REQUIREMENT :: Every line in the records below with the string "Pondview" needs to be copied out.

EXCERPTED RECORDS ::
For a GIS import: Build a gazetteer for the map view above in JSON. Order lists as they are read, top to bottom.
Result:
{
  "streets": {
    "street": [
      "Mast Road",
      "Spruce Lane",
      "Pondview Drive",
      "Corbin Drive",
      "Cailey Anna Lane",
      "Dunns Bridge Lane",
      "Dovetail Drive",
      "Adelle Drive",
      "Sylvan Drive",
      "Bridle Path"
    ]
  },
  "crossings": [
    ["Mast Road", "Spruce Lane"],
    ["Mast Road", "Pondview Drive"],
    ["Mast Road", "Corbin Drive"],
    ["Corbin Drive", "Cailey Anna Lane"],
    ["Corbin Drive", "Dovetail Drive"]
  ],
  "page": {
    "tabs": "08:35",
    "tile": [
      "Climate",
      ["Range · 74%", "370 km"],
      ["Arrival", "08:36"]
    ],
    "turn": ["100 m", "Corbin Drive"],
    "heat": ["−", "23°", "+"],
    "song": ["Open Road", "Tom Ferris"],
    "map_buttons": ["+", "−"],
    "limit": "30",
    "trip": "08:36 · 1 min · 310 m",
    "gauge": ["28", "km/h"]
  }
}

TASK ANSWER ::
      "Pondview Drive",
    ["Mast Road", "Pondview Drive"],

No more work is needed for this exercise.